**Material provided:**
>>>>>

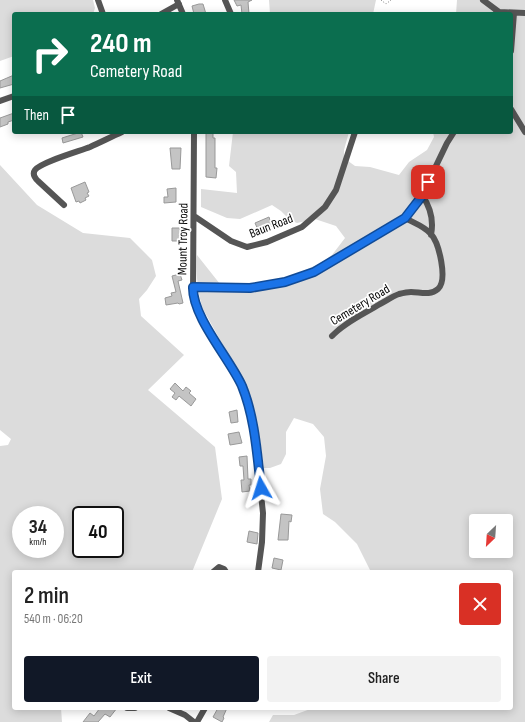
<!DOCTYPE html>
<meta charset="utf-8">
<style>
body{margin:0;font-family:"Sofia Sans Condensed",sans-serif;background:#f2f2f2;color:#222;height:100vh;display:flex;flex-direction:column;font-size:15px;white-space:nowrap}
*{box-sizing:border-box;margin:0}
p{font-size:13px;color:#767676}
.icon{flex:none;width:22px;height:22px;fill:none;stroke:currentColor;stroke-width:2;stroke-linecap:round;stroke-linejoin:round}
.map{position:relative;flex:1;overflow:hidden}
.details{position:absolute;left:12px;top:570px;width:501px;height:140px;display:flex;flex-direction:column;background:#fff;border-radius:4px;box-shadow:0 2px 10px #0003}
.details>*{flex:none}
.top-card{position:absolute;left:12px;top:12px;width:501px;height:122px;border-radius:4px;box-shadow:0 2px 10px #0003;background:#0b6e4f;color:#fff;overflow:hidden}
.needle{width:26px;rotate:205deg}
.fabs{position:absolute;left:469px;top:514px;display:grid;gap:8px}
.fabs a{display:grid;place-items:center;width:44px;height:44px;border-radius:4px;background:#fff;box-shadow:0 2px 10px #0003;font-size:20px}
.speed{position:absolute;left:12px;top:506px;display:flex;gap:8px;font-size:20px;font-weight:700;text-align:center}
.speed>*{display:grid;place-content:center;width:52px;height:52px;border-radius:50%;background:#fff;box-shadow:0 2px 10px #0003;line-height:1}
.speed small{font-size:10px;font-weight:400}
.speed .limit{border:2px solid #111;border-radius:6px;background:#fff;color:#111}
.pin{position:absolute;display:grid;place-items:center;width:34px;height:34px;color:#fff;margin:-17px;border-radius:8px;box-shadow:0 2px 6px #0006}
.me{position:absolute;width:44px;margin:-22px;rotate:354deg;stroke-linejoin:round;filter:drop-shadow(0 0 3px #0008)}
.turn{display:flex;align-items:center;gap:14px;height:84px;padding:0 12px;font-size:18px}
.turn .icon{width:52px;height:52px;stroke-width:2.5}
.turn b{display:block;font-size:28px;line-height:34px}
.then{display:flex;align-items:center;height:38px;padding:0 12px;background:#0003;gap:8px;font-size:15px}
.round{display:grid;place-items:center;flex:none;width:42px;height:42px;border-radius:4px;background:#f2f2f2}
.overview{display:flex;align-items:center;justify-content:space-between;height:68px;padding:0 12px}
h1{font-size:24px;font-weight:600;line-height:30px}
.button{display:flex;gap:8px;margin-top:auto;padding:8px 12px}
.button a{flex:1;height:46px;border-radius:4px;background:#111827;color:#fff;font-size:16px;font-weight:600;line-height:46px;text-align:center}
.button a+a{background:#f2f2f2;color:#222}
.map>svg:first-child{display:block}
.green{fill:#dcdcdc;fill-rule:evenodd}
.building{fill:#c4c4c4;stroke:#999}
.lines{fill:none;stroke-linecap:round;stroke-linejoin:round}
.path{stroke:#777;stroke-width:1;stroke-dasharray:1 2;stroke-linecap:butt}
.minor{stroke:#555;stroke-width:6}
.route-casing{stroke:#114b97;stroke-width:10}
.route{stroke:#1a73e8;stroke-width:7}
.labels{text-anchor:middle;dominant-baseline:central;stroke-width:3.5;stroke-linejoin:round;paint-order:stroke}
.street-label{font-size:13px;fill:#000;stroke:#fff}
</style>
<div class="map">
<svg width="525" height="722" viewBox="0 0 525 722">
<rect width="100%" height="100%" fill="#fff"/>
<path class="green" d="M0 0H93L95 8 93 14H14V56L0 61Z
M269 0H376L373 14H270Z
M457 0H525V722H269L273 715H294L313 708H511V572H371L357 544 335 522 323 514 320 489 326 456 324 437 313 424 294 418 286 432V454L281 464 270 468H264L259 433 254 410 246 387 203 309C197 291 196 274 197 255L220 284 241 285 285 279 321 263 332 255 345 238 336 226 315 219 297 223 290 220 281 211 272 205 240 219 227 218 201 207V189L237 193 236 172 229 166 233 132H349L344 150V158L355 166 370 167 399 175 409 162 427 150 434 137 433 132H511V14H456ZM476 521H506V551H476Z
M0 165 37 205 83 233 130 238 152 260 156 276 147 290 139 299 141 316 184 355 148 390 215 447 222 499 192 572H14V708H61L62 722H0V446L8 445 11 439 0 430ZM21 515H55V549H21ZM81 515H115V549H81Z"/>
<path class="building" d="M234 0H252L248 2 249 14H242L241 5 237 6Z
M199 4H203L206 14H194L192 6Z
M14 75V84L0 88V81Z
M14 113V120L8 122V124L0 127V118Z
M81 132 83 137 63 143 62 138Z
M206 132H213V138H215V168H217L216 178 206 177Z
M170 148H181L180 169H172Z
M85 182 89 192 87 193 89 196 85 198 86 200 80 203 79 201 76 202 71 188Z
M176 188V202L164 203V197H168L167 189Z
M269 217 272 226 259 232 255 223Z
M172 228H180V241H172Z
M180 274 182 280 178 281 183 303 179 304 178 303 166 305 165 298 172 296 171 293 176 292 172 276Z
M175 383 183 391 186 387 191 391 189 393 196 399 191 406 179 396 176 400 172 397 175 393 170 389Z
M237 410 238 422 231 423 229 412Z
M239 432 242 443 230 445 228 434Z
M247 456 248 479H251V485H249L250 491 242 492 241 480H244L243 466H240L239 457Z
M281 514 292 515 291 522 289 521 288 540H278Z
M249 531 258 533 257 544 247 542Z
M274 558 283 560 281 570 272 568Z
M100 708H117L110 717 105 714 98 722H83L90 713 94 716Z
M218 708H227L223 717 224 718 222 722 213 717Z"/>
<g class="lines">
<path class="path" d="M381 0 386 4 391 0"/>
<path class="minor" d="M98 0 103 14
M177 0 183 14
M225 0 231 14
M483 0 499 12
M161 14 179 4
M495 14 499 12 525 13
M511 51 514 13
M0 101 14 96
M511 109 525 132
M194 132 193 295 199 311 217 345 241 384 253 420 263 513 262 542 258 572
M422 195C431 208 434 220 431 235
M64 205 38 181C35 178 32 174 35 170 41 162 80 151 90 147 101 142 111 137 122 132
M194 216 231 241 247 247 267 242 302 227 325 207 336 190 355 132
M193 287 250 288 285 282 314 272 405 218 422 195 447 143 454 132
M332 336C345 322 364 314 380 304 386 301 393 296 399 294 403 293 408 292 411 292 420 292 430 296 438 289 448 280 439 243 431 234 424 226 414 223 405 218
M213 572 219 567 224 569 226 572
M127 708H135
M169 708 185 715 194 722
M197 722 205 708"/>
</g>
<g class="lines">
<g class="route-casing">
<path id="route" d="M261 488C257 454 255 418 242 386 230 359 192 317 193 287L250 288 285 282 314 272 405 218 422 196 428 182"/>
</g>
<use href="#route" class="route"/>
</g>
<g class="labels">
<g class="street-label">
<text transform="translate(271 226) rotate(-21)">Baun Road</text>
<text transform="translate(183 239) rotate(-89)">Mount Troy Road</text>
<text transform="translate(360 305) rotate(-31)">Cemetery Road</text>
</g>
</g>
</svg>
<div class="fabs">
<a><svg class="needle" viewBox="-14 -14 28 28"><path d="M0-13l5 13h-10z" fill="#e53935"/><path d="M0 13l5-13h-10z" fill="#767676"/></svg></a>
</div>
<div class="speed"><div>34<small>km/h</small></div><div class="limit">40</div></div>
<div class="pin" style="left:428px;top:182px;background:#d93025"><svg class="icon" aria-label="arrive" viewBox="0 0 24 24"><path d="M6 21V4h12l-3 4 3 4H6"/></svg></div>
<svg class="me" style="left:261px;top:488px" viewBox="-20 -20 40 40"><path d="M0-17L14 15 0 8-14 15z" fill="#1a73e8" stroke="#fff" stroke-width="4"/></svg>
<div class="top-card">
<div class="turn"><svg class="icon" aria-label="right" viewBox="0 0 24 24"><path d="M7 20v-9h11M14 6l5 5-5 5"/></svg><div><b>240 m</b>Cemetery Road</div></div>
<div class="then">Then<svg class="icon" aria-label="arrive" viewBox="0 0 24 24"><path d="M6 21V4h12l-3 4 3 4H6"/></svg></div>
</div>
<section class="details">
<div class="overview"><div><h1>2 min</h1><p>540 m · 06:20</p></div><a class="round" style="background:#d93025;color:#fff"><svg class="icon" aria-label="close" viewBox="0 0 24 24"><path d="M6 6l12 12M18 6L6 18"/></svg></a></div>
<div class="button"><a>Exit</a><a>Share</a></div>
</section>
</div>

<<<<<

**What the exercise asks:** Find and copy each line of the material that holds the word "text".

**Solution for this problem:**
.speed{position:absolute;left:12px;top:506px;display:flex;gap:8px;font-size:20px;font-weight:700;text-align:center}
.button a{flex:1;height:46px;border-radius:4px;background:#111827;color:#fff;font-size:16px;font-weight:600;line-height:46px;text-align:center}
.labels{text-anchor:middle;dominant-baseline:central;stroke-width:3.5;stroke-linejoin:round;paint-order:stroke}
<text transform="translate(271 226) rotate(-21)">Baun Road</text>
<text transform="translate(183 239) rotate(-89)">Mount Troy Road</text>
<text transform="translate(360 305) rotate(-31)">Cemetery Road</text>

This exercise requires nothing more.